Add compatibility tests for the old-writer -> new-reader path during rolling upgrades, including boundary cases such as 127 and 128.

cc @davidzollo Can you please give me some advice?

DanielLeens

Thanks for chasing the negative-array-size issue. I pulled the latest head locally and rechecked the real cross-task-group row transport path through RecordSerializer.

Runtime path:

Source / Transform / Sink row transport
  -> RecordSerializer.write()
      -> writes type, tableId, rowKind, arity, fields
  -> Hazelcast byte transport
  -> RecordSerializer.read()
      -> reconstructs SeaTunnelRow

The bug is real, but the current fix still changes the on-wire row layout in a backward-incompatible way. Before this PR, arity was encoded in 1 byte. In the current head, the serializer switches to writeInt() / readInt(), so a new reader will consume 4 bytes from an old stream and shift the remaining field offsets. That makes rolling-upgrade / mixed-version clusters unsafe even for valid legacy rows with arity <= 127.

Blocking items:

Please keep backward-compatible row decoding/encoding. The safer shape is to preserve the legacy 1-byte path for legacy-compatible arity values and use a sentinel + int only for larger arity.
Please add compatibility coverage for old-writer -> new-reader, especially around 127 / 128, not only a new-format round trip.

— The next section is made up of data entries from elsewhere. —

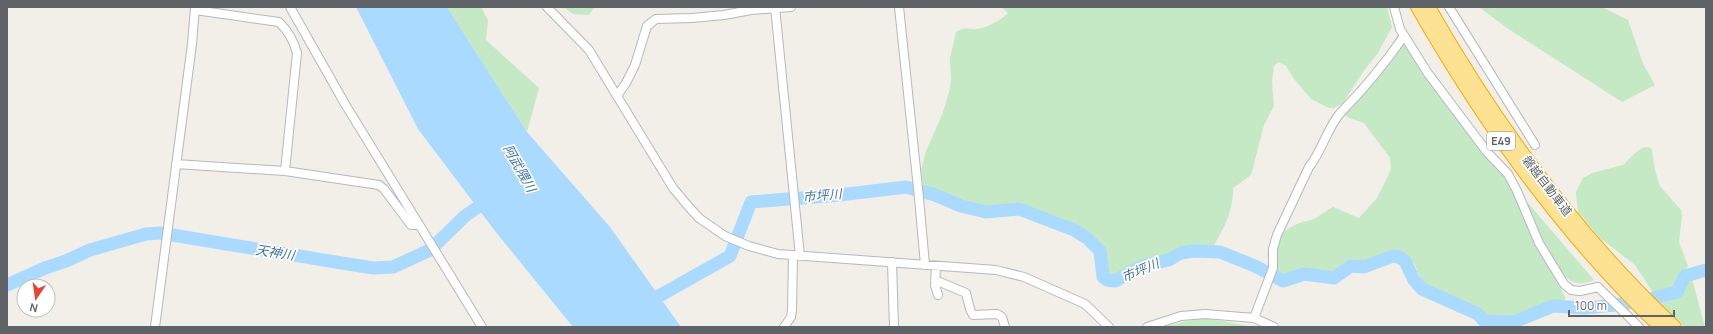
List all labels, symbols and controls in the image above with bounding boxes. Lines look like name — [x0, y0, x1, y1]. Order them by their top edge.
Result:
road number: E49 — [1487, 132, 1515, 150]
water label: 阿武隈川 — [500, 141, 541, 197]
street label: 磐越自動車道 — [1519, 152, 1576, 219]
water label: 市坪川 — [802, 184, 844, 206]
water label: 天神川 — [254, 240, 298, 264]
water label: 市坪川 — [1119, 253, 1163, 286]
north arrow — [16, 278, 56, 318]
scale bar — [1569, 292, 1674, 318]
text: 100 m — [1575, 297, 1607, 314]
text: N — [28, 300, 39, 316]

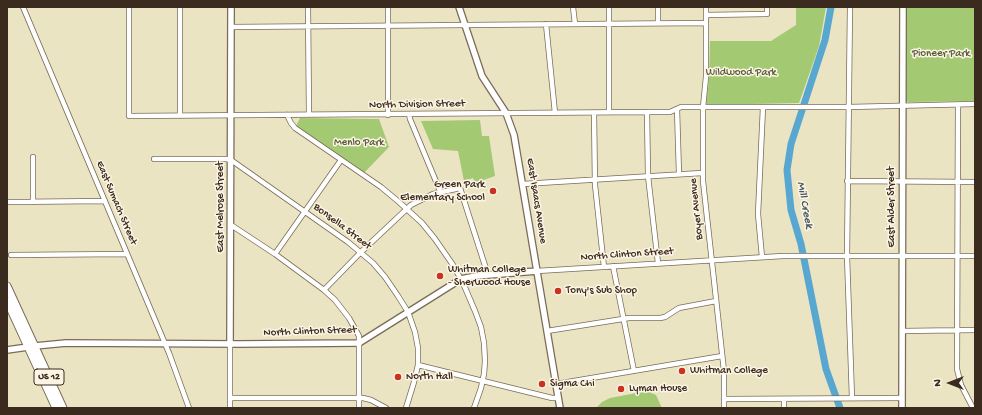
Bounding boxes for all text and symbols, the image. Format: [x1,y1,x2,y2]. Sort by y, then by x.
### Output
park label: Pioneer Park [912,47,970,61]
park label: Wildwood Park [706,66,776,80]
street label: North Division Street [369,98,465,112]
park label: Menlo Park [334,136,384,150]
street label: East Isaacs Avenue [523,157,549,245]
street label: East Sumach Street [92,159,140,247]
street label: East Melrose Street [214,161,228,253]
street label: East Alder Street [885,167,899,247]
street label: Boyer Avenue [687,177,707,241]
place label: Green Park Elementary School [400,178,485,204]
water label: Mill Creek [792,180,816,230]
marker: Green Park Elementary School [488,186,498,196]
street label: Bonsella Street [310,201,374,253]
street label: North Clinton Street [580,245,674,265]
place label: Whitman College - Sherwood House [448,263,531,289]
marker: Whitman College - Sherwood House [435,271,445,281]
place label: Tony's Sub Shop [566,284,637,298]
marker: Tony's Sub Shop [553,286,563,296]
street label: North Clinton Street [263,324,357,340]
north arrow [930,363,970,403]
place label: Whitman College [690,364,768,378]
marker: Whitman College [677,366,687,376]
road number: US 12 [34,369,64,385]
place label: North Hall [406,370,453,384]
marker: North Hall [393,372,403,382]
place label: Sigma Chi [550,377,595,391]
marker: Sigma Chi [537,379,547,389]
text: N [932,379,944,387]
place label: Lyman House [629,382,687,396]
marker: Lyman House [616,384,626,394]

Because this touches seatunnel-engine serialization, I do not recommend merging the current head until the compatibility path is fixed.

-1

lm-ylj · 2026-04-28T01:37:52Z

I appreciate your feedback and suggestions. I will address and fix this backward compatibility issue accordingly.

DanielLeens

Hi @lm-ylj, thanks for the quick follow-up, and thanks for confirming you plan to address the compatibility concern.

I re-checked the current head locally after your latest reply. There is still no new code on top of commit 9b710c2fe, so the technical conclusion remains unchanged for now.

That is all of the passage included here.